Let’s break down the code step by step:

After importing the necessary modules and setting the clients, we:

  1. We use the instructor.patch function to patch the ChatCompletion.create method of the OctoAI client. This allows us to use the response_model parameter directly with a Pydantic model.

  2. We define a Pydantic model called UserExtract that represents the desired structure of the extracted user information. In this case, it has two fields: name (a string) and age (an integer).

  3. We call the chat.completions.create method of the patched OctoAI client, specifying the model (TextModel.MISTRAL_7B_INSTRUCT), the response_model (our UserExtract model), and the user message that contains the information we want to extract.

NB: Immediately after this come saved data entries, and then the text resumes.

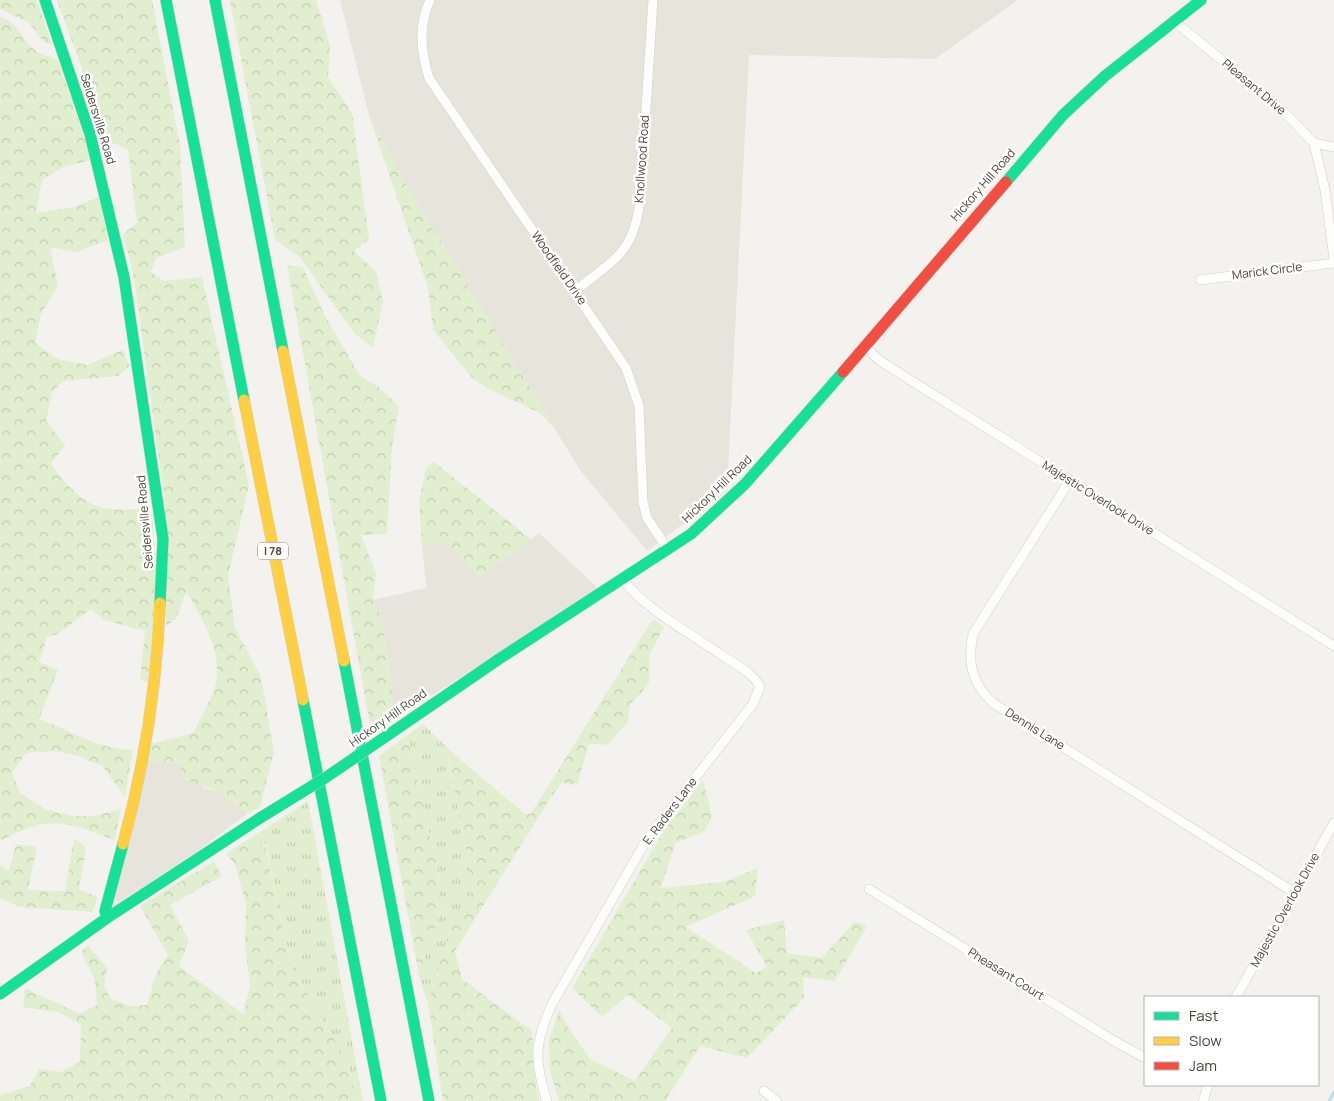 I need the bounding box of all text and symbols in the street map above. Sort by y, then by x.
street label: Pleasant Drive [1219,55,1290,119]
street label: Seidersville Road [77,71,120,166]
street label: Knollwood Road [630,114,653,203]
street label: Hickory Hill Road [946,145,1019,225]
street label: Woodfield Drive [528,227,591,308]
street label: Marick Circle [1231,258,1303,283]
street label: Hickory Hill Road [678,451,755,526]
street label: Majestic Overlook Drive [1039,456,1157,539]
street label: Seidersville Road [132,475,157,570]
road number: I 78 [258,542,288,560]
street label: Hickory Hill Road [346,685,430,751]
street label: Dennis Lane [1002,703,1068,754]
street label: E. Raders Lane [639,774,701,848]
street label: Majestic Overlook Drive [1246,849,1323,970]
street label: Pheasant Court [965,943,1048,1004]
legend [1144,996,1319,1086]
text: Fast [1189,1005,1218,1026]
text: Slow [1189,1030,1222,1051]
text: Jam [1189,1055,1217,1076]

  4. Finally, we print the extracted user information using the model_dump_json method, which serializes the Pydantic model to a JSON string with indentation for better readability.

The output will be a JSON object containing the extracted user information, adhering to the specified UserExtract schema:

{
  "name": "jason",
  "age": 25
}

By leveraging Instructor and the OctoAI SDK, you can easily define the desired output schema and ensure that the LLM generates structured data that fits your application’s requirements. This simplifies the process of integrating LLM-generated content into your software systems.